Today, as this “media crisis” unfolds, old journo stalwarts would, of course, deny that they grudgingly watched as the hipster Rapplerettes stomped all over their orthodoxy over the last five years. Seeing that they are being emotionally-blackmailed to “stand with Rappler” now makes their tepid response to the demise of the New Kid understandable. But to the broader public, that Cold War Era “press freedom” thing is just plain obsolete.
If I were to manage the PR blitz Rappler needs to mount to keep its head above the torrent of bad press and bad “engagement” already raging across the Internet, I’d junk the “press freedom” angle. Using the “press freedom” mantra will not convert the unevangelised and will, instead, further polarise opinion. All it will do is escalate the singing of the Yellowtards’ inbred choir to a shrill pitch and further enrage (or, worse, merely amuse) the unconverted.

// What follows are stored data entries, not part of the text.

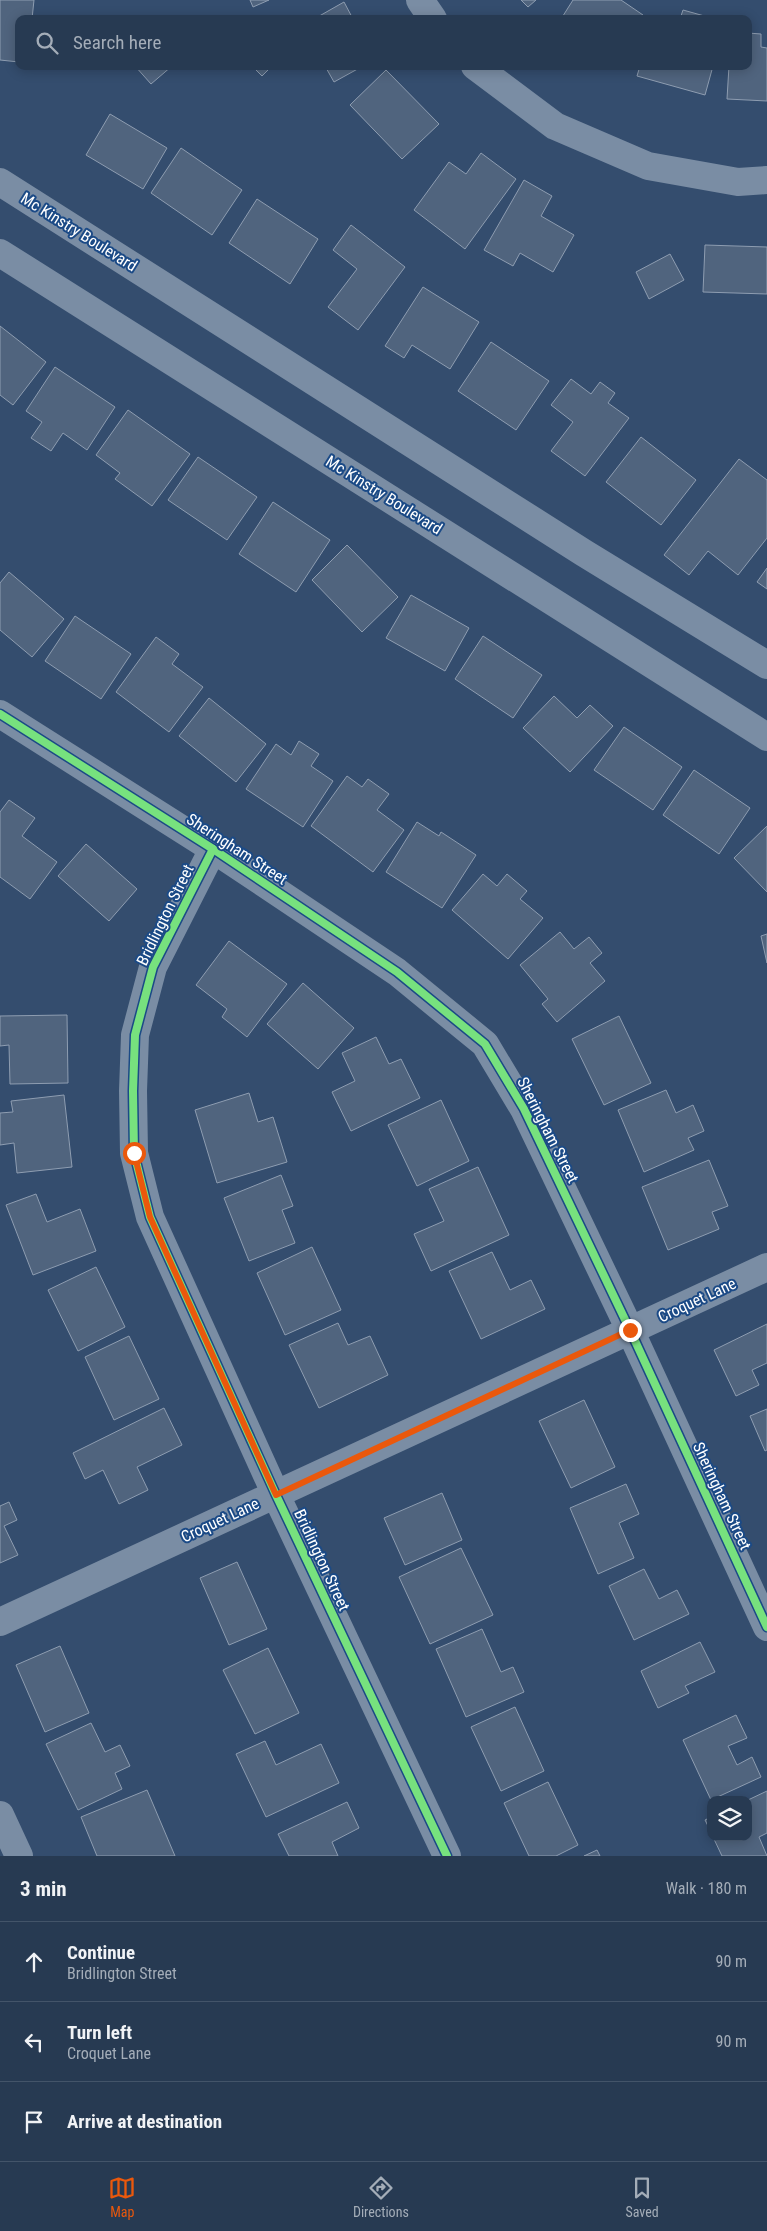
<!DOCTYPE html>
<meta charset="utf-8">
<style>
:root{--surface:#273a52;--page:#33455c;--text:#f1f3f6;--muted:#a4adb8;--line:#435469;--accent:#ea580c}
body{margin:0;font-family:"Roboto Condensed",sans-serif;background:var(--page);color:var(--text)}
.controls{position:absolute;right:15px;bottom:15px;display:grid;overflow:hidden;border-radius:10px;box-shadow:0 2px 12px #0003}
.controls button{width:45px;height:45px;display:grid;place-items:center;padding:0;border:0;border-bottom:1px solid var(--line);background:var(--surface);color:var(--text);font:25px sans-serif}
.stop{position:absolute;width:15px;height:15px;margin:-11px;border:4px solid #ea580c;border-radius:50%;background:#fff}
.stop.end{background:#ea580c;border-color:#fff;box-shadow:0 1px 5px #0008}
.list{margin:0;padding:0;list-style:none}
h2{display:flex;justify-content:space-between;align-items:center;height:65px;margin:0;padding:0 20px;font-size:21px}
h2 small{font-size:16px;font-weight:400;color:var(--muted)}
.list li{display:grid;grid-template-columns:32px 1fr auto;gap:15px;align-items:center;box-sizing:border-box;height:80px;padding:0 20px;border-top:1px solid var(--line)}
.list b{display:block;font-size:19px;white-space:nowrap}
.list p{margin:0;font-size:16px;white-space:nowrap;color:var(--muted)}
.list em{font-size:16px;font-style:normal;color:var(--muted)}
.icon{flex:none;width:28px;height:28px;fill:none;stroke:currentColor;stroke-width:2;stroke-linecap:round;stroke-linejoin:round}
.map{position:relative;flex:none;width:767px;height:1856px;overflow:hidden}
.search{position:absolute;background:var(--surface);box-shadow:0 2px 12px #0003;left:15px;right:15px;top:15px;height:55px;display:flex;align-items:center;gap:12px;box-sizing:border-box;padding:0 18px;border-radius:10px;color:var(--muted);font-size:19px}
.sheet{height:305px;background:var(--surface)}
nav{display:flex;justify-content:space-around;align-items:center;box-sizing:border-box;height:70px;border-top:1px solid var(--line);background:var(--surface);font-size:14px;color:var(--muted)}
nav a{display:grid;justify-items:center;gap:2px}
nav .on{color:var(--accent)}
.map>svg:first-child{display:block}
.building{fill:#50647e;stroke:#8e9db1}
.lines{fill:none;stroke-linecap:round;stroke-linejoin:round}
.minor{stroke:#7a8da4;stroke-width:28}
.cycleway-casing{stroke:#1b4a86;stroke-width:11}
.cycleway{stroke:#77e17e;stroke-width:8}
.route{stroke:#ea580c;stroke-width:6}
.labels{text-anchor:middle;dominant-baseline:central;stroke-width:4;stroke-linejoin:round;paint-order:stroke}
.street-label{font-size:16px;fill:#fff;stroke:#1b4a86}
</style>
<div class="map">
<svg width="767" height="1856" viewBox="0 0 767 1856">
<rect width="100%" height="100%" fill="#344d6e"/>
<g class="building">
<path d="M0,0H34L32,19H19V62L0,60Z"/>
<path d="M250,0H269L253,7Z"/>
<path d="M521,0H536L528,7Z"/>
<path d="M573,0H621L643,15L641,19H561Z"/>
<path d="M344,2L353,19H314Z"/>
<path d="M683,10L708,17V19H680Z"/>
<path d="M748,33L761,34V47L767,48V101L727,99L729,66H748Z"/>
<path d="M135,66H172L151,84Z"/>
<path d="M252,66H272L262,76Z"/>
<path d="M325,66H363L334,82Z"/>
<path d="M640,66H713L705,95L637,76Z"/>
<path d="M386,70L439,124L402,159L350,105Z"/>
<path d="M110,114L167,148L143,189L86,155Z"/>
<path d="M181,148L242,190L212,235L151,193Z"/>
<path d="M481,153L516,179L465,249L414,210L449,162L466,174Z"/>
<path d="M524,180L552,196L541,216L574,235L553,272L520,253L513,266L484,250Z"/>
<path d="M257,199L318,239L290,284L229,243Z"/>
<path d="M351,225L405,267L358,330L328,307L357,269L333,250Z"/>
<path d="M705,245L767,247V294L703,292Z"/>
<path d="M670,254L684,280L649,299L636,272Z"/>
<path d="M423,287L479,322L450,369L412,345L404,358L385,346Z"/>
<path d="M0,326L46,362L13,405L0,395Z"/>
<path d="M491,342L549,381L516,430L458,391Z"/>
<path d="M55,367L115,407L87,450L63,433L51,451L31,438L42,422L26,411Z"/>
<path d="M571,379L591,394L600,382L615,393L608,403L629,418L585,476L551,451L573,422L551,405Z"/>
<path d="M128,410L190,454L152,506L115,479L120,473L96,455Z"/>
<path d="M641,437L696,480L661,525L606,482Z"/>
<path d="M198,457L257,497L227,540L168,500Z"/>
<path d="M739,459L767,480V538L738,575L708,551L689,575L664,555Z"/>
<path d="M273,502L330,540L296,592L239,554Z"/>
<path d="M347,545L398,597L362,632L312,580Z"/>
<path d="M767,568V589L757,582Z"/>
<path d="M9,572L64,619L32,657L0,630V583Z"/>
<path d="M411,595L469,628L445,671L386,638Z"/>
<path d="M75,616L131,654L101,699L45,661Z"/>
<path d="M483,636L542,675L513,718L455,679Z"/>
<path d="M156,637L179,654L172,664L203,687L169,732L116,692Z"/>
<path d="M554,696L577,718L590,705L613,726L570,772L523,728Z"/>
<path d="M209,698L266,744L236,782L179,736Z"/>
<path d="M624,727L682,767L653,810L594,770Z"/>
<path d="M299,741L319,754L311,766L333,781L303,827L246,789L276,744L291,755Z"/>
<path d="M694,770L750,808L719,854L663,815Z"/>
<path d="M347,776L362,787L368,779L389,794L377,810L404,830L373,872L311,826Z"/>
<path d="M9,800L35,818L22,836L57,862L30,899L0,877V812Z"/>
<path d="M417,822L439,836L441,832L476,855L442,908L386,872Z"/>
<path d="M767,826V892L734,858Z"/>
<path d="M86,844L137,889L109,921L58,876Z"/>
<path d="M483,874L497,886L507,874L527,891L520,899L543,918L508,959L452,910Z"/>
<path d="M560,932L574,949L589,937L602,953L590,963L605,981L557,1022L542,1004L548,999L520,965Z"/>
<path d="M767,934V963L761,936Z"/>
<path d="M229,941L287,984L247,1037L222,1017L227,1009L196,985Z"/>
<path d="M303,983L354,1028L318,1069L267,1024Z"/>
<path d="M67,1015L68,1083L10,1084L9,1045L0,1046V1016Z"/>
<path d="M619,1016L651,1083L604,1105L572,1039Z"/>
<path d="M376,1037L389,1064L401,1059L420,1098L351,1131L332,1092L355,1081L342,1053Z"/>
<path d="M666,1090L676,1113L693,1105L704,1131L688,1138L694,1150L644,1172L618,1110Z"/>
<path d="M249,1093L258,1122L273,1117L287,1162L217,1183L195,1110Z"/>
<path d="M64,1095L72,1167L17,1173L14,1143L0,1145V1113L13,1112L11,1101Z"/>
<path d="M441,1100L469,1161L417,1186L388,1125Z"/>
<path d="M709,1160L728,1206L712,1212L719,1229L668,1250L642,1187Z"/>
<path d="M478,1167L509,1235L431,1271L414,1234L444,1221L429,1189Z"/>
<path d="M281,1175L293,1206L282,1210L295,1243L249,1261L224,1198Z"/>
<path d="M36,1194L47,1222L80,1209L96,1251L33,1275L6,1205Z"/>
<path d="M312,1247L341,1310L285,1335L257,1273Z"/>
<path d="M492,1252L510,1290L531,1280L545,1309L481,1339L449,1271Z"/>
<path d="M96,1267L125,1327L78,1351L48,1290Z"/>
<path d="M338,1323L348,1345L370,1336L388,1375L319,1408L289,1345Z"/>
<path d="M767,1324V1363L752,1370L759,1385L736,1396L714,1350Z"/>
<path d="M129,1336L159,1399L114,1420L85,1357Z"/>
<path d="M584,1400L615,1467L571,1488L539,1421Z"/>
<path d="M164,1408L182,1445L137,1467L148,1490L119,1504L103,1470L85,1479L73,1453Z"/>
<path d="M767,1409V1450L765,1451L750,1416Z"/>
<path d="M626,1484L639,1514L619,1523L634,1558L598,1574L570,1508Z"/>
<path d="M442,1493L462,1540L405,1565L384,1518Z"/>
<path d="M9,1502L17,1520L4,1526L18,1555L0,1563V1506Z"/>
<path d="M461,1548L493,1615L430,1644L399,1577Z"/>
<path d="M237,1562L267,1629L229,1645L200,1578Z"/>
<path d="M644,1569L659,1599L677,1590L689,1614L634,1640L609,1586Z"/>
<path d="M482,1629L501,1672L513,1667L524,1692L466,1717L436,1649Z"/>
<path d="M700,1642L715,1672L685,1686L689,1693L658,1708L641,1671Z"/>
<path d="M60,1646L89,1713L45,1732L16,1665Z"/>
<path d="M268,1648L299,1713L255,1734L223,1670Z"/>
<path d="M515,1707L544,1771L501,1791L471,1727Z"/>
<path d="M736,1715L747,1738L728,1746L737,1765L752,1757L761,1777L711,1800L683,1740Z"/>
<path d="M91,1723L105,1752L120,1745L130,1766L115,1773L122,1789L78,1810L46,1744Z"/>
<path d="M265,1741L276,1765L321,1744L339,1783L266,1817L236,1754Z"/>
<path d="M548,1782L578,1845L556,1856H529L504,1803Z"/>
<path d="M147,1790L175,1856H97L81,1817Z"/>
<path d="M767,1791V1833L759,1837L767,1856H722L713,1837H748V1800Z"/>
<path d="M347,1802L359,1828L332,1842L338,1856H289L278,1834Z"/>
<path d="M711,1817V1832L705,1820Z"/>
<path d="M597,1850L600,1856H584Z"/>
</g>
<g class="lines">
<g class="minor">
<path d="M420,0L433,19"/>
<path d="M475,66L555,126L648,166L738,182L767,180"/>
<path d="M0,182L584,553L767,665"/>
<path d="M0,253L767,737"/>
<path d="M0,714L213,849L397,972L485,1044L524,1109L630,1330L767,1627"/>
<path d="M213,849L153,967L135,1035L133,1091L134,1153L150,1217L276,1495L447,1856"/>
<path d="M0,1622L767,1267"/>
<path d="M0,1815L19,1856"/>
</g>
<g class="cycleway-casing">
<g id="cycleway">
<path d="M0,714L213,849L397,972L485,1044L524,1109L630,1330L767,1627"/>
<path d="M213,849L153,967L135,1035L133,1091L134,1153L150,1217L276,1495L447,1856"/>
</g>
</g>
<use href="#cycleway" class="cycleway"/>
</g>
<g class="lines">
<path class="route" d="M134,1153L150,1217L276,1495L630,1330"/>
</g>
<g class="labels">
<g class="street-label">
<text transform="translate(79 232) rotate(32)">Mc Kinstry Boulevard</text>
<text transform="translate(384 495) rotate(32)">Mc Kinstry Boulevard</text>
<text transform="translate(237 849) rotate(33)">Sheringham Street</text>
<text transform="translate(165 915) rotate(-64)">Bridlington Street</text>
<text transform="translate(548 1130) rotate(63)">Sheringham Street</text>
<text transform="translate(697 1300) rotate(-25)">Croquet Lane</text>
<text transform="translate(722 1496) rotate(65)">Sheringham Street</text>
<text transform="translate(220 1520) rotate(-25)">Croquet Lane</text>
<text transform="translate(322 1560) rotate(65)">Bridlington Street</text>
</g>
</g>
</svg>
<div class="controls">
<button><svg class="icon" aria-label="layers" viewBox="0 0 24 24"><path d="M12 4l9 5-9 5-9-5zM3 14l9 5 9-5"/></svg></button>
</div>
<div class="stop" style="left:134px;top:1153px"></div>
<div class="stop end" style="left:630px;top:1330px"></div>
<div class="search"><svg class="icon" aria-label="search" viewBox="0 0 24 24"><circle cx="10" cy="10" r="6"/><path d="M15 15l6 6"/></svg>Search here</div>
</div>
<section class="sheet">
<h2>3 min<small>Walk · 180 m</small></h2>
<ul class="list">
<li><svg class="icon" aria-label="ahead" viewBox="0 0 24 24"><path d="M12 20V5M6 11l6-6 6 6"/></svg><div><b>Continue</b><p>Bridlington Street</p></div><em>90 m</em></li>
<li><svg class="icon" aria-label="left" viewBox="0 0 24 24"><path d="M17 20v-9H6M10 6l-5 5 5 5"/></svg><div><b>Turn left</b><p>Croquet Lane</p></div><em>90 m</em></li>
<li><svg class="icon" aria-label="arrive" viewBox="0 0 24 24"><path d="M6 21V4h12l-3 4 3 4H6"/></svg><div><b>Arrive at destination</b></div></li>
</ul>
</section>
<nav>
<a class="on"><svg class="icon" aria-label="map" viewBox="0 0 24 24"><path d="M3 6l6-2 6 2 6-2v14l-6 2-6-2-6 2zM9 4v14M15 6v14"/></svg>Map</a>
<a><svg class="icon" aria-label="directions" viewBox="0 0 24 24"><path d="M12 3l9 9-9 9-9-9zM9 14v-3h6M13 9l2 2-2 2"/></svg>Directions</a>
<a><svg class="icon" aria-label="saved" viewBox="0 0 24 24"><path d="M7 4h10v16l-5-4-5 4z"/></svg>Saved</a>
</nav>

As Ben Kritz tweeted earlier, “Anybody connected with Rappler could take to the web with a blog and say whatever they like, and govt would never touch them. That’s freedom of speech.” Indeed, beyond Rappler exists an entire ecosystem of Opposition “social justice warriors” tapping away tweets and Facebook posts from their two thousand-dollar Apple devices at the corner Starbucks cafe. The whole notion that the Rappler crackdown is an “assault on freedom” is therefore absolute nonsense. The fact is (scraping off the annoying layer of shrill slogans being fielded by “activists”), the troubles Rappler suffers today is more an outcome of its CEO’s negligence.
Ensuring compliance to regulation is a basic housekeeping function of any business organisation’s core administration. Rappler apologists are doing the equivalent of complaining about a curtailment of their right to drive after being caught speeding. Non sequitur. The activist “cause” is not on the same wavelength as the underlying principles at stake. Cops aren’t particularly sympathetic to such appeals when the complainant is an adolescent driver on a probationary license. In the case of Rappler, the recklessness it exhibited as an adolescent news organisation is fully on record — though perhaps this “evidence” of teenage angst will disappear once the plug is pulled. Thus, the curious case that is the shut down of Rapplerby the SEC — there is no evidence used to wrap tinapa.
The adults amongst Rappler‘s supporters should leave the “press freedom” angle to the kiddies and focus on fixing the real problem. Perhaps start with re-evaluating Ressa’s role as CEO. She obviously ran her “social news network” aground. CEO’s are the easiest employees to fire. There are people within the Rappler family, after all, who do real work, and their jobs may, to be fair, be worth saving. For that, you need a real CEO at the helm to manage his or her organisation through this crisis. Social media caricatures like Ressa are simply not up to that task.